1、SVM相关#
基本概念#
- 超平面:比数据集的变量少一个维度的平面,也称为决策边界;
- 间隔:(对于硬间隔)训练数据中最接近决策边界的样本点与决策边界之间的距离;
- 支持向量:(对于硬间隔)接触间隔边界的数据样本,它们是支持超平面的位置。(对于软间隔)间隔内的样本点也属于支持向量,因为移动它们也会改变超平面的位置。
如下图所示,SVM算法将寻找一个最优的线性超平面进行分类。
超参数类别#
1、间隔与cost超参数#
(1)如上图所示的间隔内没有样本点,是比较理想的超平面。
(2)当类别并不能完美的分隔开,如果一味追求上述的结果,可能造成过拟合,甚至无法找到超平面。

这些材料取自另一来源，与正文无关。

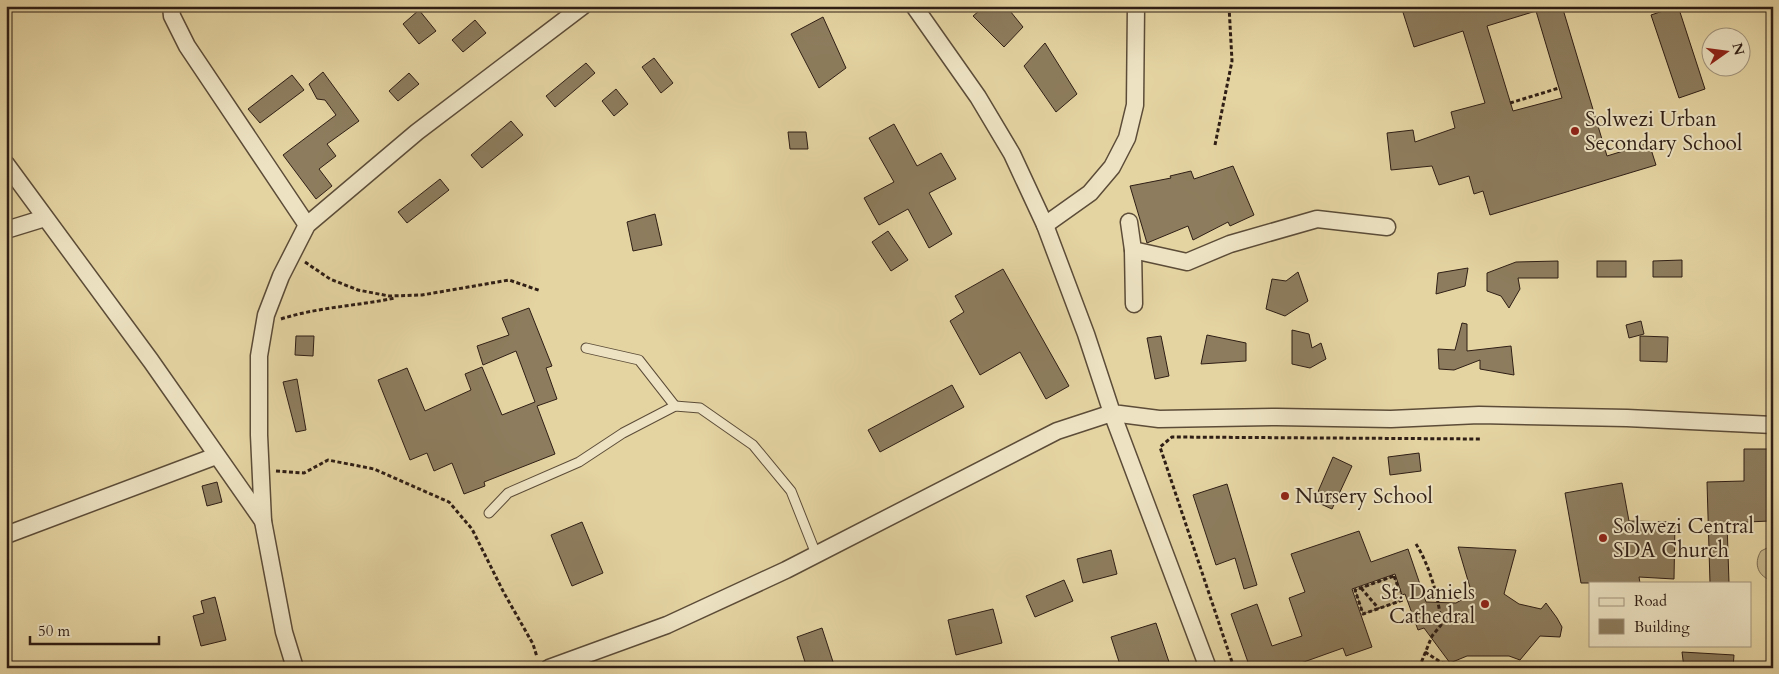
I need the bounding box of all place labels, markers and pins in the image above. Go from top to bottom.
place label: Solwezi Urban Secondary School [1585,105,1742,158]
marker: Solwezi Urban Secondary School [1569,125,1581,137]
place label: Nursery School [1295,482,1433,511]
marker: Nursery School [1279,490,1291,502]
place label: Solwezi Central SDA Church [1613,512,1754,565]
marker: Solwezi Central SDA Church [1597,532,1609,544]
place label: St. Daniels Cathedral [1381,578,1475,631]
marker: St. Daniels Cathedral [1479,598,1491,610]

(3)cost(C)超参数用于表示对间隔内存在的样本的惩罚。cost越大,代表越不允许间隔内存在样本,容易过拟合;cost越小,代表间隔内的样本数据就越多,容易欠拟合。
2、核函数与kernel超参数#
如果当前维度的数据找不到一个合适线性超平面,SVM通过核方法会引入一个新的维度,使变得线性可分。
常见的核方法有:多项式核函数、高斯径向基核函数、sigmoid核函数等
3、gamma超参数#
- gamma超参数越大,表明单个样本对决策边界的位置影响越大,导致决策边界越复杂,越容易过拟合。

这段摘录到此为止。